Work request –
Repeat only the lines running from the beginning of the material through the line that contains "padding:2px 6px; background:#fff;".

Provided material –
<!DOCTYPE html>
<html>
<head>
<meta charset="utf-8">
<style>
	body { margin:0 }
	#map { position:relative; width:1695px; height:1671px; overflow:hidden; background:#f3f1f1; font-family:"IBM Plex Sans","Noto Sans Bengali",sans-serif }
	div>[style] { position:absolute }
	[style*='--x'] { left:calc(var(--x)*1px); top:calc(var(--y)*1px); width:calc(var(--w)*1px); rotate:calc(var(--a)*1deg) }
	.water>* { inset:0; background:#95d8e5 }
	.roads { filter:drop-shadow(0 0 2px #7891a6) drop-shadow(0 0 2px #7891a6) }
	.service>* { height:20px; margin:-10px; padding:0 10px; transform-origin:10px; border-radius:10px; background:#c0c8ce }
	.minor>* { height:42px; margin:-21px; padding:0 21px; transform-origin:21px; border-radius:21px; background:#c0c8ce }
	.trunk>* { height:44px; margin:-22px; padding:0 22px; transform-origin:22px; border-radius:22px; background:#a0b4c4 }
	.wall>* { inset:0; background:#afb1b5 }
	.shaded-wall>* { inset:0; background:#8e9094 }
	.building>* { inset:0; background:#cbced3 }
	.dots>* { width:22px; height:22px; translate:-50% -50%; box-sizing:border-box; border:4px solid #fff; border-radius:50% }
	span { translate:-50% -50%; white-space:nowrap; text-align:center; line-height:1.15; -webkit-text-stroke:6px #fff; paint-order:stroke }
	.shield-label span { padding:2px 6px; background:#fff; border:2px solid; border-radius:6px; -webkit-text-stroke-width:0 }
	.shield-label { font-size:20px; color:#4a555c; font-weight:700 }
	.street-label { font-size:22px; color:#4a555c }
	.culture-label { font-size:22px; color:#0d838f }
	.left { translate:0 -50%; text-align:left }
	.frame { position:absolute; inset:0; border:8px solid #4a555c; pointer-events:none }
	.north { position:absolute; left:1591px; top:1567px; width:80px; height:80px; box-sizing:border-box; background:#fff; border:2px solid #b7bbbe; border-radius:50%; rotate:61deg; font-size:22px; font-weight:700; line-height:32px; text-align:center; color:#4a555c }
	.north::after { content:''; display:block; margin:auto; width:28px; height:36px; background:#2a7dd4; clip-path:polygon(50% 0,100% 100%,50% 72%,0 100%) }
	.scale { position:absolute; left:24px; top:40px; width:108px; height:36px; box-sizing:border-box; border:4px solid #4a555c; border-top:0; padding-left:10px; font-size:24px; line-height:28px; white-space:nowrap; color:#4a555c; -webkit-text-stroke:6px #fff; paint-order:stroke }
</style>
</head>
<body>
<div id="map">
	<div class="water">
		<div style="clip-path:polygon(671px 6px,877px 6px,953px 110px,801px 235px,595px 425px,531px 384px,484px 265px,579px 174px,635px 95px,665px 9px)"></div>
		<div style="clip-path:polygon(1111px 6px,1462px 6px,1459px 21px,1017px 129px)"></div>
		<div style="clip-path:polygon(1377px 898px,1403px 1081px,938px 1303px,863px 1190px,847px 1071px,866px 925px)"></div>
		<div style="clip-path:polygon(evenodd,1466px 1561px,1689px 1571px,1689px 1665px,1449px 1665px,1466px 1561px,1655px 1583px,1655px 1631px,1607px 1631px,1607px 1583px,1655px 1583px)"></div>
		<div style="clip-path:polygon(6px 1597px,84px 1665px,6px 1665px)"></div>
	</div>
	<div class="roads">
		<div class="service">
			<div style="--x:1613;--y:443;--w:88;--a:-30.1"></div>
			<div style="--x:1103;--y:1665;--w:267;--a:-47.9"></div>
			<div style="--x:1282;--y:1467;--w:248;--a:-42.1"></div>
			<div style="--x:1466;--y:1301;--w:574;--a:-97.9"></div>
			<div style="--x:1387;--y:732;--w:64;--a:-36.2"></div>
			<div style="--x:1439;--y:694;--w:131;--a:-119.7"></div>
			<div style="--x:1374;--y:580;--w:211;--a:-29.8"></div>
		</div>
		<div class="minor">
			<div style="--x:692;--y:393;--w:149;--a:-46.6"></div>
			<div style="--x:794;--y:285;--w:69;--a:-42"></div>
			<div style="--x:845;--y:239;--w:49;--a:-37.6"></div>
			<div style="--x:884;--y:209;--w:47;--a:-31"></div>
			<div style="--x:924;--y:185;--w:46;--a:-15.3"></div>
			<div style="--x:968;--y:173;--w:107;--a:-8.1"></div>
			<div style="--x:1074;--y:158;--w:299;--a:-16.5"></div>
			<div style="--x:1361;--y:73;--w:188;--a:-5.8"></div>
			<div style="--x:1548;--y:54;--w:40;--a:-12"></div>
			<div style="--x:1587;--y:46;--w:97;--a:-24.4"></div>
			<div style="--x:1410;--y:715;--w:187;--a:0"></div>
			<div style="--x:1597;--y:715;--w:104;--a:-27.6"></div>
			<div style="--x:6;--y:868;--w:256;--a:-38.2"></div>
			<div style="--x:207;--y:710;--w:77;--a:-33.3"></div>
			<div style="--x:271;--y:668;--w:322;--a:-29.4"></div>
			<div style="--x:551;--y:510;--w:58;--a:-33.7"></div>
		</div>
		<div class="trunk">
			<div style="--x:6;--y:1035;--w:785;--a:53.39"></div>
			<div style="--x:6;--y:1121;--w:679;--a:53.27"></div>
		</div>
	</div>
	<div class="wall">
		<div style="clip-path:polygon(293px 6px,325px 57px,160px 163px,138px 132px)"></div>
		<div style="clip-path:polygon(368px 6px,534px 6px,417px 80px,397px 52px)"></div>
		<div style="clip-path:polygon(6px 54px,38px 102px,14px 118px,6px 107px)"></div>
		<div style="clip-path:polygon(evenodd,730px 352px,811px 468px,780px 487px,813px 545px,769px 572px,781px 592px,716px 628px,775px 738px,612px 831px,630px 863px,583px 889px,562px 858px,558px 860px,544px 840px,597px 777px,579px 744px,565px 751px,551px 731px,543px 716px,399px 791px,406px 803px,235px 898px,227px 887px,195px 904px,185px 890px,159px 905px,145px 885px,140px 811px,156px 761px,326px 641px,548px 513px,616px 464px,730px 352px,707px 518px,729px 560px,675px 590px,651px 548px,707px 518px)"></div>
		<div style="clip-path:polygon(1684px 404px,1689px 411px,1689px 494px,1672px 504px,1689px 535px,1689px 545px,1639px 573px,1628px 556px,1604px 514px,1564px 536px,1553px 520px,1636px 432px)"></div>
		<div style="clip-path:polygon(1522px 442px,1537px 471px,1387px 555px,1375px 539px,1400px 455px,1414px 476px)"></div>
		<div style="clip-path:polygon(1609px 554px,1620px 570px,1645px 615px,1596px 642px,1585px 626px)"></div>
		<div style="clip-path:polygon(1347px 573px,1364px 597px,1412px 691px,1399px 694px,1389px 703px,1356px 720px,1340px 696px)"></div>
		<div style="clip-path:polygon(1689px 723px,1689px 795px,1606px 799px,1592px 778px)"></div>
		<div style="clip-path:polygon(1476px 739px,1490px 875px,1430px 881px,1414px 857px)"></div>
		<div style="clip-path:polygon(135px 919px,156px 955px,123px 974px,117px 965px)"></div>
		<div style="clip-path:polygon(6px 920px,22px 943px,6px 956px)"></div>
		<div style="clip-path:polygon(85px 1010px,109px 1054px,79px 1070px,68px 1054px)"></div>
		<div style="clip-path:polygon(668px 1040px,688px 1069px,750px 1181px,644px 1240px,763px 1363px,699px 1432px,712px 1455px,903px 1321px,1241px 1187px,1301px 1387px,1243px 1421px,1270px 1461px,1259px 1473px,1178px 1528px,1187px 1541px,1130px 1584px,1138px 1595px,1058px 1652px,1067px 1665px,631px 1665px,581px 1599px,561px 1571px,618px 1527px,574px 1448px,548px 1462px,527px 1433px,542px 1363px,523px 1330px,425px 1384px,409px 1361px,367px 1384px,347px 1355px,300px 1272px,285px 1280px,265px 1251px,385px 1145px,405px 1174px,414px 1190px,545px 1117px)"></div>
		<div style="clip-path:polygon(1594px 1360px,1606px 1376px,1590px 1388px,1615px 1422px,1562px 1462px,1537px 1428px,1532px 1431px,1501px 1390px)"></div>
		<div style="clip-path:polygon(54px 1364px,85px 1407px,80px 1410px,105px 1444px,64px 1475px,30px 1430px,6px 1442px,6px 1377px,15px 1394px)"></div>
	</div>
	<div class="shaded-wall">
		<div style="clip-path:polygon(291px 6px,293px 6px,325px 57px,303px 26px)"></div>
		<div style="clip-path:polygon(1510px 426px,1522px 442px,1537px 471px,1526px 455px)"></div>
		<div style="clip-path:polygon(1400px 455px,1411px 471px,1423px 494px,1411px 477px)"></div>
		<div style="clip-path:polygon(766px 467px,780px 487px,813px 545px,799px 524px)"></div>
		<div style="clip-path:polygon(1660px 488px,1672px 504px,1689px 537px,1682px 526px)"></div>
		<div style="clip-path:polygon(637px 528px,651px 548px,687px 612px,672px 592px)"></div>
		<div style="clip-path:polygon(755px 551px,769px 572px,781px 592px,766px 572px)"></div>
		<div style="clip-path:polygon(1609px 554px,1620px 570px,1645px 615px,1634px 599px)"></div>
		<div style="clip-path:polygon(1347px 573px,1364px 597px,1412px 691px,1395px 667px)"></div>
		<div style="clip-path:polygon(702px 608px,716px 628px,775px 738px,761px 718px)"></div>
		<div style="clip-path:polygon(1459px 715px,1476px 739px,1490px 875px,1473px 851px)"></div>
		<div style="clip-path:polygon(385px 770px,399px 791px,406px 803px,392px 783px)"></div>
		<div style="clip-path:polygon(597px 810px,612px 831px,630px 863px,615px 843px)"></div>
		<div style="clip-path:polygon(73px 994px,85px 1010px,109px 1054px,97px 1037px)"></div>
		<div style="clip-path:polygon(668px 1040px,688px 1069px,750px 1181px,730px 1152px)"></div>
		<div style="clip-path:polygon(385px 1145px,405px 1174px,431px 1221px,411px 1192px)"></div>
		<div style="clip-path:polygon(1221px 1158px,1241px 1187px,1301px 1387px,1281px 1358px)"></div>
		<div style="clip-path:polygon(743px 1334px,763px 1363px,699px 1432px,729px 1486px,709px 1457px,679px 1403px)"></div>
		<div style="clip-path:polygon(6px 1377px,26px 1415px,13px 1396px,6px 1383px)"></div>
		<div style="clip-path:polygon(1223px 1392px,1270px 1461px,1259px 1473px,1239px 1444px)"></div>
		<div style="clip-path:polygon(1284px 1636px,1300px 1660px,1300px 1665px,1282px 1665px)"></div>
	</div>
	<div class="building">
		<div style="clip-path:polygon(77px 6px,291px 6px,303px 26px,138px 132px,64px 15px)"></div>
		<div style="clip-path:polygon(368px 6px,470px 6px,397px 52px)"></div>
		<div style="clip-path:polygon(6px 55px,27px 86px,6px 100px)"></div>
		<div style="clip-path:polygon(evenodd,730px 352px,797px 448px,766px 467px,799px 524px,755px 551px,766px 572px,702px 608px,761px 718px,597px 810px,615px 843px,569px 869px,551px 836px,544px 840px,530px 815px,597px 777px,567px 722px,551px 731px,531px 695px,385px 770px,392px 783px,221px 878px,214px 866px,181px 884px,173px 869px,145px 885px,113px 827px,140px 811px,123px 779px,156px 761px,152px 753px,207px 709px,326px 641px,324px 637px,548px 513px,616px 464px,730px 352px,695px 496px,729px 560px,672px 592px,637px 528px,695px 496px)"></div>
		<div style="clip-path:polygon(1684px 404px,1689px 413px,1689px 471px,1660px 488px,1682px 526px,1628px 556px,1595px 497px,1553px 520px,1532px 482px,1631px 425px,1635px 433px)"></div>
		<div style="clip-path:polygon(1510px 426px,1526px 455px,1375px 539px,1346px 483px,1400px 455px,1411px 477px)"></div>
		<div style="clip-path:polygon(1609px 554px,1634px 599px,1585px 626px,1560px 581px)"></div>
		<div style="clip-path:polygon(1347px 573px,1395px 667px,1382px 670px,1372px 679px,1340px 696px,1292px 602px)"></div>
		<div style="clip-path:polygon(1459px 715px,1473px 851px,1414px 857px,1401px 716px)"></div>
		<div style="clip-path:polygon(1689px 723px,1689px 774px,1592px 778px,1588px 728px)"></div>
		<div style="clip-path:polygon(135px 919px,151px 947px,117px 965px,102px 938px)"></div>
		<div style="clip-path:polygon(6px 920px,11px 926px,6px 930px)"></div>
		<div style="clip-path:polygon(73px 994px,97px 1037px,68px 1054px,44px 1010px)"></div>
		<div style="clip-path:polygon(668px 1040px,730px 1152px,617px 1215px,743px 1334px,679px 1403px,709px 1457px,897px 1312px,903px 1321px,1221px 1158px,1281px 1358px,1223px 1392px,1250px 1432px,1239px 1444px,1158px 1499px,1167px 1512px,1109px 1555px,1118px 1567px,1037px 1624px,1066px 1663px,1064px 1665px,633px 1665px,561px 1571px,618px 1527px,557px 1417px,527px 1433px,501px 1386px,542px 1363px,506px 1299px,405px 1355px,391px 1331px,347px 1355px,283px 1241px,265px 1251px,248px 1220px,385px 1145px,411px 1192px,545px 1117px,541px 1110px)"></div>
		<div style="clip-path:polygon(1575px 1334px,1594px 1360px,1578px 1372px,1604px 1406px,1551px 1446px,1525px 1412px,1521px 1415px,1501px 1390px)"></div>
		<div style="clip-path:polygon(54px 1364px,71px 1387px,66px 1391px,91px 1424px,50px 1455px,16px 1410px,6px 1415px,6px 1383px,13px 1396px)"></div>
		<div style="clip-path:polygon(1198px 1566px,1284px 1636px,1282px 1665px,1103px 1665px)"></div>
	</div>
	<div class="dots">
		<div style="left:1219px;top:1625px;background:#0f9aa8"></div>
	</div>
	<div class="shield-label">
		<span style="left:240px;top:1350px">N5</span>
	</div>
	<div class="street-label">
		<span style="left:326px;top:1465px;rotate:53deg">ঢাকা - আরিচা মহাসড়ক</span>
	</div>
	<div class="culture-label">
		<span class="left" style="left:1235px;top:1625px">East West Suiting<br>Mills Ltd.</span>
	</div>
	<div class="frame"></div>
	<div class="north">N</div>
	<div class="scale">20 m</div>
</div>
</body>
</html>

Task result –
<!DOCTYPE html>
<html>
<head>
<meta charset="utf-8">
<style>
	body { margin:0 }
	#map { position:relative; width:1695px; height:1671px; overflow:hidden; background:#f3f1f1; font-family:"IBM Plex Sans","Noto Sans Bengali",sans-serif }
	div>[style] { position:absolute }
	[style*='--x'] { left:calc(var(--x)*1px); top:calc(var(--y)*1px); width:calc(var(--w)*1px); rotate:calc(var(--a)*1deg) }
	.water>* { inset:0; background:#95d8e5 }
	.roads { filter:drop-shadow(0 0 2px #7891a6) drop-shadow(0 0 2px #7891a6) }
	.service>* { height:20px; margin:-10px; padding:0 10px; transform-origin:10px; border-radius:10px; background:#c0c8ce }
	.minor>* { height:42px; margin:-21px; padding:0 21px; transform-origin:21px; border-radius:21px; background:#c0c8ce }
	.trunk>* { height:44px; margin:-22px; padding:0 22px; transform-origin:22px; border-radius:22px; background:#a0b4c4 }
	.wall>* { inset:0; background:#afb1b5 }
	.shaded-wall>* { inset:0; background:#8e9094 }
	.building>* { inset:0; background:#cbced3 }
	.dots>* { width:22px; height:22px; translate:-50% -50%; box-sizing:border-box; border:4px solid #fff; border-radius:50% }
	span { translate:-50% -50%; white-space:nowrap; text-align:center; line-height:1.15; -webkit-text-stroke:6px #fff; paint-order:stroke }
	.shield-label span { padding:2px 6px; background:#fff; border:2px solid; border-radius:6px; -webkit-text-stroke-width:0 }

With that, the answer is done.